I am so relieved that God gives me grace in all things, because it is a huge responsibility to be a parent who models Jesus.  I find I have to ask for forgiveness from God and from my boys much more often than I would like.  Praise God for grace.

At the Fence 

This week we had the wonderful opportunity to visit Barcelona. For our last afternoon there, we decided to spend time at the beach. We took the train outside the city a bit and got off spontaneously when we looked out the window and saw a gorgeous beach. We were ready! Ready for the therapeutic relaxation that an afternoon on the beach can bring. We excitedly jumped off the train and saw that the beach was just on the other side of a chain link fence. We were only minutes away from toasting the soles of our feet on the gloriously sun-roasted sand. Excitement was an understatement for what we felt. I took a second to just gaze at the beach through the fence and when I turned to leave the train station I heard an absolutely heartbroken cry. “Daddy! I want to go there!!!”, Hosea called. His voice seemed to reach new decibel levels. No amount of cajoling would convince the boy that we were indeed going to the beach right that very second. I finally had to pick him up, put him on my shoulders, and start walking before he was to be convinced.

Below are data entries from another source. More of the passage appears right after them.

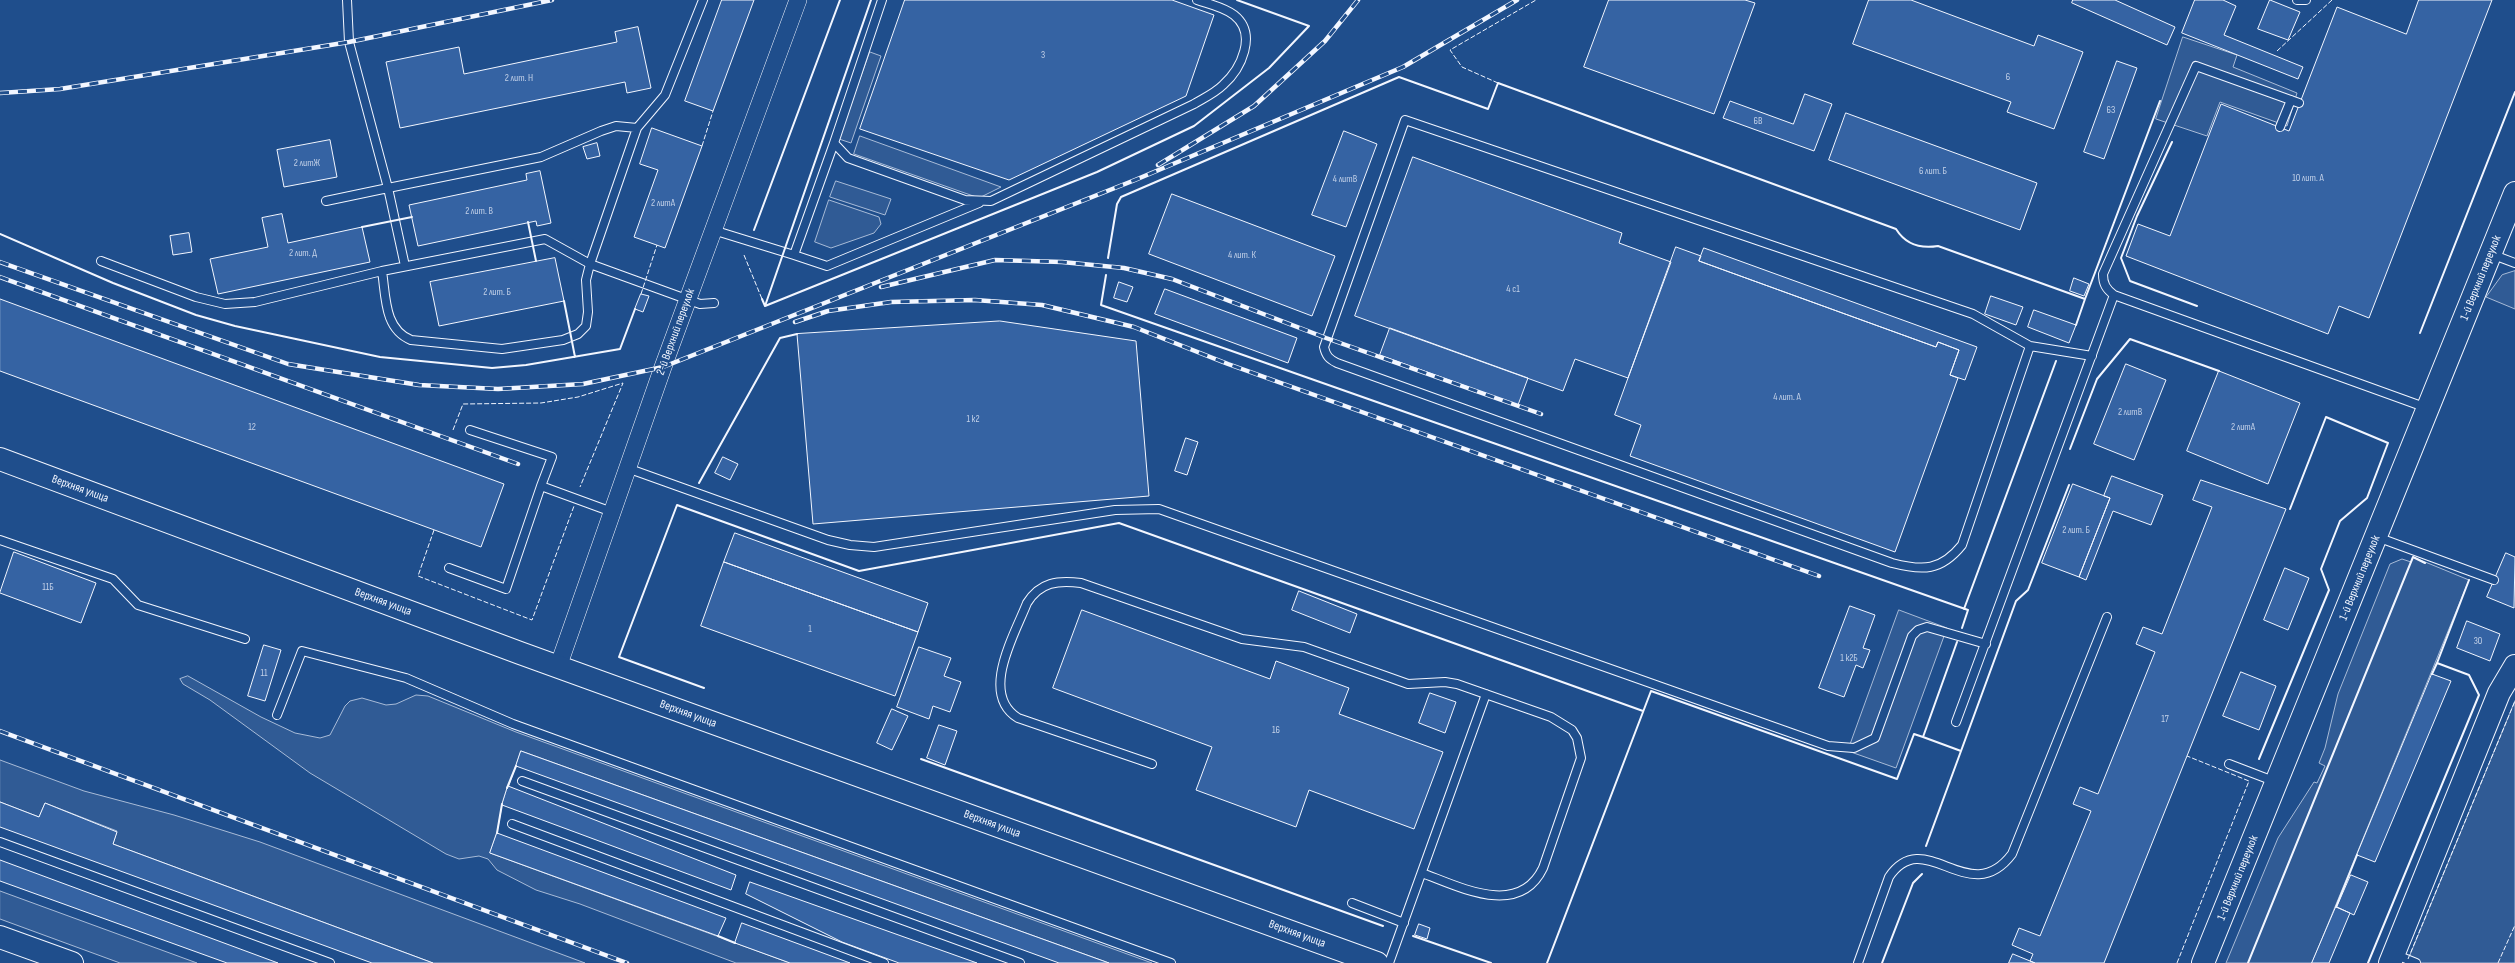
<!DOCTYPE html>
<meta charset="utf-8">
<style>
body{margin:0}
canvas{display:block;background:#1f4e8c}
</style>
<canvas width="2515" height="963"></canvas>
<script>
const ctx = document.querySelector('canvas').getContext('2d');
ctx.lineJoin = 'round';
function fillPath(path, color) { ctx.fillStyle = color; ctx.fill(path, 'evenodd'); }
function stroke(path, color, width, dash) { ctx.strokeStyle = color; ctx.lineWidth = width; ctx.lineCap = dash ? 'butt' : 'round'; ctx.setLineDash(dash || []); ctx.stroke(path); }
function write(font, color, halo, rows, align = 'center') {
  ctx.font = font + ' "Sofia Sans Condensed",sans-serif'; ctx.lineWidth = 3; ctx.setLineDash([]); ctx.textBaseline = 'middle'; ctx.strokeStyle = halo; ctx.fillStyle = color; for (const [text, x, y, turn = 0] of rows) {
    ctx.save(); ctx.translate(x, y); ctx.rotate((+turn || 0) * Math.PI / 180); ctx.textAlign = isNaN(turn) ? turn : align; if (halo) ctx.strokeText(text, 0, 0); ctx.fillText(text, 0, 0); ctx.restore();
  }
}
const built = new Path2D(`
 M2183,37l54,18 -4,12 64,26 -10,33 -67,-24 -13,34 -51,-17z
 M870,52l11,4 -30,87 -12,-4z
 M860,136l141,51 -22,11 -125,-44z
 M836,181l55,18 -6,16 -55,-18z
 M829,200l50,17 2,7 -7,9 -43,15 -16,-6z
 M2515,271v38l-29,-12 16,-22z
 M2413,557l56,23 -157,383h-86l52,-125 36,-56 3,1 8,-17 -6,-3 6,-15 13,-54 52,-130 12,-5 9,3z
 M1899,610l48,18 -51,140 -48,-17z
 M188,676l73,41 34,16 25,5 10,-3 15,-29 5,-5 12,-3 24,7 10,-1 20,-9 12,1 88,36 636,231h-43l-588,-212 -19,54 -5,28 -7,20 300,110h-54l-156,-59 -44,-14 -39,-20 -9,-11 -9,-3 -20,3 -13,-5 -136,-81 -100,-73 -27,-16 -3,-5z
 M2515,701v262h-108z
 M0,760l84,31 90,24 86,27 325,121h-152l-320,-119 4,-13 -72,-28 -6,14 -39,-15z
 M0,891l197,72h-77l-120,-44z`);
const building = new Path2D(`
 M722,0h32l-41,111 -28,-10z
 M905,0h267l42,15 -28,81 -177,84 -149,-51z
 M1609,0h136l10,3 -41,111 -130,-47z
 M1869,0h42l123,46 4,-11 45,17 -29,77 -47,-17 4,-10 -158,-58z
 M2073,0h42l60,27 -8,18 -95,-42z
 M2195,0h28l13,6 -12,29 79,32 -5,12 -116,-46z
 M2270,0l30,12 -12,28 -30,-11z
 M2419,0h73l-123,318 -30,-12 -11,28 -202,-78 12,-32 32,12 51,-132 68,27 48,-124 69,27z
 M638,27l13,61 -24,5 -2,-11 -225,46 -14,-66 73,-15 5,27 153,-32 -2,-10z
 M2117,61l20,7 -33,91 -20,-7z
 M1805,94l27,10 -18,47 -91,-33 7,-17 63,23z
 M1846,113l191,70 -17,47 -191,-70z
 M652,128l50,18 -37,102 -31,-11 24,-67 -18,-6z
 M1344,131l33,13 -31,83 -34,-12z
 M330,140l7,37 -53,10 -7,-37z
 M597,143l3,13 -13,3 -4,-12z
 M1413,157l209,76 -3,10 52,19 -43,116 -53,-19 -12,32 -208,-75z
 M540,171l11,52 -14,3 -1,-5 -118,25 -9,-41 118,-25 -1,-6z
 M1172,194l163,62 -23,60 -163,-62z
 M282,214l6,29 74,-16 8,35 -152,32 -8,-35 58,-12 -6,-29z
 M189,233l3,19 -19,3 -3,-19z
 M1676,247l25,9 -2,5 237,86 2,-5 21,8 -9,25 8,3 -63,174 -265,-96 11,-31 -26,-10z
 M1704,248l273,99 -12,33 -15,-5 9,-25 -21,-8 -2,5 -237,-86z
 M555,258l9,43 -125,25 -9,-44z
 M2074,278l15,6 -5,12 -14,-5z
 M1119,282l14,5 -6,15 -13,-4z
 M1165,289l132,49 -9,25 -133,-49z
 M641,294l8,2 -6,16 -8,-3z
 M1991,296l32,11 -7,18 -31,-11z
 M0,299l504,185 -23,63 -481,-176z
 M2034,310l42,15 -7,18 -41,-16z
 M1000,321l136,20 13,155 -336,28 -16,-190z
 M1390,328l138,50 -10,27 -138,-50z
 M2126,364l40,16 -32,80 -40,-16z
 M2219,371l81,32 -32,81 -81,-33z
 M1186,438l12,4 -11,33 -12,-4z
 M723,457l15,7 -8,16 -15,-7z
 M2112,476l51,19 -12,30 -38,-14 -27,69 -7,-3 31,-79 -6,-2z
 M2201,480l85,29 -182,454h-69l-5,-2 3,-7 -21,-9 7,-17 21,8 51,-125 -18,-7 7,-17 18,7 57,-142 -19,-8 7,-17 19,7 50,-127 -19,-7z
 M2073,484l37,14 -31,79 -37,-14z
 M735,533l193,70 -10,29 -194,-70z
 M14,552l82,31 -15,40 -81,-30z
 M2506,553l9,4 -1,51 -27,-11z
 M724,562l194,70 -23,64 -194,-70z
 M2285,568l24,10 -21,52 -24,-10z
 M1299,591l58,23 -7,19 -58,-23z
 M1850,606l25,9 -12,33 7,2 -7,18 -7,-3 -12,32 -25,-9z
 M1082,610l188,69 6,-18 73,27 -10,26 104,38 -29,77 -105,-39 -13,37 -100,-37 16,-43 -159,-59z
 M2467,621l33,13 -10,27 -33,-13z
 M264,645l17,5 -16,51 -17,-5z
 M919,647l32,11 -7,18 17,6 -11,30 -17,-6 -4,13 -32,-12z
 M2241,672l35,14 -17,44 -36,-14z
 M2432,674l19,7 -76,181 -18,-7z
 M1430,693l26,9 -11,31 -26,-10z
 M892,709l16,7 -16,34 -15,-7z
 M939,725l18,6 -12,34 -18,-7z
 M521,751l588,212h-50l-543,-197z
 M508,786l228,89 -5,15 -229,-85z
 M0,802l39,15 6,-14 72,29 -4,12 320,119h-61l-372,-136z
 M497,833l229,85 -8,18 -228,-83z
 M0,860l278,103h-51l-227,-82z
 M2351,875l17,7 -14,33 -17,-8z
 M750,882l227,81h-78l-57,-21 -96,-48z
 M2336,907l14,6 -21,50h-17z
 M742,923l108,40h-60l-55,-20z
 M1419,924l11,4 -3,11 -12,-4z
 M2013,954l17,7 5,2h-26z`);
const lane = new Path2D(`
 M347,0l2,42 39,146 153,-31 60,-26 15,-5 21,2 -47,136 -4,16 2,32 -2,14 -8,8 -15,6 -61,9 -91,-9c-27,-11 -25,-43 -29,-69l163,-32 45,25 110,40 14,-1
 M882,0l-48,143 14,15 117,42 26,1 203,-97c10,-6 21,-11 29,-19 18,-16 35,-51 11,-70 -10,-8 -25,-11 -37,-15
 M2297,0h9
 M2299,103l-103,-37 -93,208c0,10 3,15 11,21l313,113
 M2280,127l11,-27
 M637,128l28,-33 38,-95
 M326,201l62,-13 17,78
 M713,230l81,25 40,-112
 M2491,254l24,9
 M794,255l33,11 152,-63
 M101,261l95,36 29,7 30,-2 127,-31
 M2030,346l-68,199c-21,26 -39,26 -70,18l-555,-200c-8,-4 -11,-7 -13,-16l81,-227 568,194 57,32 62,10
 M470,430l82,27 -11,29
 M627,468l201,72 22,5 24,2 241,-37 44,-1 669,237 26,2 21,-10 37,-102 6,-6 9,-3 59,17
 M2377,537l117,43
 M0,540l113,39 25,26 107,34
 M449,568l57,21 35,-103 71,26
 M277,715l25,-64 104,27 107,46 658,239
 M1956,722l158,-427
 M1152,764l-134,-46c-39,-24 -3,-84 9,-115 13,-21 31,-23 54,-20l161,56 62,8 104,37 37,-2 12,2 94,33 21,13 5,8 4,20 -38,110c-24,50 -83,19 -121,5
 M2229,764l47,18
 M522,781l498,182
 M512,824l372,139
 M0,842l330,121
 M1352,903l52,20
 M2394,954l22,9
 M1389,963l97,-269
 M1858,963l31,-86c36,-53 80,34 123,-23l95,-237`);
const street = new Path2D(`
 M558,667l105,-300 135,-367`);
const secondary = new Path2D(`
 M0,459l520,194 857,310
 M0,937l72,26
 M2203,963l312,-770
 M2390,963l109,-270 16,-27`);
const rail = new Path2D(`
 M0,93l60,-4 289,-47 203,-42
 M1158,165l96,-59 71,-65 33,-41
 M0,262l288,102 131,21 79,4 85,-5 80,-17 472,-187 268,-113 114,-67
 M0,277l518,187
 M881,287l114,-27 67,2 62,6 48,11 154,59 215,76
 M795,322l33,-11 63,-9 84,-2 67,5 92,22 94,37 591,212
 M0,731l627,232`);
const fence = new Path2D(`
 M2277,51l55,-51
 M1498,83l-36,-16 -12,-17 86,-50
 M702,146l11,-35
 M744,255l18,44
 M641,294l16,-49
 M453,430l10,-26 78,-1 37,-6 45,-14 -43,104
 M434,530l-16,46 114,44 42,-114
 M2408,959l107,-258
 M2177,963l72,-182 -62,-25
 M2498,963l17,-38`);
const wall = new Path2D(`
 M2172,142l-35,74 -16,42 9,23 67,25
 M528,222l8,39
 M362,227l50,-10
 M754,230l86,-230
 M0,234l113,49 83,32 39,11 145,31 112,11 34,-3 94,-16 15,-40
 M1108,258l9,-54 4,-7 278,-120 89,32 10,-26 398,146c10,16 24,20 42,17l147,53 75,-198
 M1106,275l-5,30 867,305 -6,18
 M762,299l3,7 332,-134 97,-46 75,-58 40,-42 -72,-26
 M564,301l11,56
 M765,306l106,-306
 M2076,325l9,-26
 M2420,333l95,-241
 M2070,449l27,-70 33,-40 89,32
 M699,483l81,-145 17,-4
 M1964,609l92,-248
 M2437,663l32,-83
 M704,688l-85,-31 58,-152 182,66 260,-48 524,188
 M1923,737l38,14 -35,95
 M1961,751l55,-150 12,-11 41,-105
 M921,759l462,167
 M2259,759l70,-169 -8,-21 19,-48 27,-23 21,-55 -62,-26 -36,92
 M507,788l9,-22
 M497,833l5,-29
 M2336,907l21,-52
 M718,936l17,7
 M1413,936l78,27
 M1547,963l104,-272 246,88 17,-45 9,3 34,-95
 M1882,963l31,-80 9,-9
 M2248,963l165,-406 12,6
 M2368,963l111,-268 -10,-20 -32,-12 -5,11`);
const numberNames = [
 ["3",1043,55],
 ["6",2008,77],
 ["2 лит. Н",519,78],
 ["6З",2111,110],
 ["6В",1758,121],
 ["2 литЖ",307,163],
 ["6 лит. Б",1933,171],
 ["10 лит. А",2308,178],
 ["4 литВ",1345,179],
 ["2 литА",663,203],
 ["2 лит. В",479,211],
 ["2 лит. Д",303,253],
 ["4 лит. К",1242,255],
 ["4 с1",1513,289],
 ["2 лит. Б",497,292],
 ["4 лит. А",1787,397],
 ["2 литВ",2130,412],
 ["1 к2",973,419],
 ["12",252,427],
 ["2 литА",2243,427],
 ["2 лит. Б",2076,530],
 ["11Б",48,587],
 ["1",810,629],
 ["30",2478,641],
 ["1 к2Б",1849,658],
 ["11",264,673],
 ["17",2165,719],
 ["16",1276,730]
];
const streetNames = [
 ["1-й Верхний переулок",2481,278,-68],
 ["2-й Верхний переулок",676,332,-70],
 ["Верхняя улица",80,489,20],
 ["1-й Верхний переулок",2360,578,-68],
 ["Верхняя улица",383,602,20],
 ["Верхняя улица",688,714,20],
 ["Верхняя улица",992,824,20],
 ["1-й Верхний переулок",2238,878,-68],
 ["Верхняя улица",1297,934,20]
];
fillPath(built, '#305b95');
stroke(built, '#a8bbd7', 1);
fillPath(building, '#3563a3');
stroke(building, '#f2f6ff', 1);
stroke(lane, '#f2f6ff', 10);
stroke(street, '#f2f6ff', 18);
stroke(secondary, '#f2f6ff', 24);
stroke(lane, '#1f4e8c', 8);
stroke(street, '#1f4e8c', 17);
stroke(secondary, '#1f4e8c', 22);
stroke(rail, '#f2f6ff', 4.5);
stroke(rail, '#1f4e8c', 3, [9]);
stroke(fence, '#f2f6ff', 1, [5, 2]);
stroke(wall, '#f2f6ff', 2);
write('10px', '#c3d1e8', null, numberNames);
write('12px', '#f2f6ff', '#1f4e8c', streetNames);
</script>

DSC_0584So often, interactions with my son shed light on my own life and my relationship with God. I know I’ve had moments when I cry out, begin to doubt God, doubt His promises, or lose faith that He will continue providing for me. I’m just like my son, standing at the fence and gazing wistfully at the beach on the other side, doubting if I’ll ever get to enjoy the waves. But we don’t have to just stare from a distance. We can run toward the goodness of God and participate in His will for our lives. This is when God scoops me up and carries me so lovingly, so patiently toward Him. Always the Daddy that I need.

Let us go forward knowing that we have a father who patiently carries us!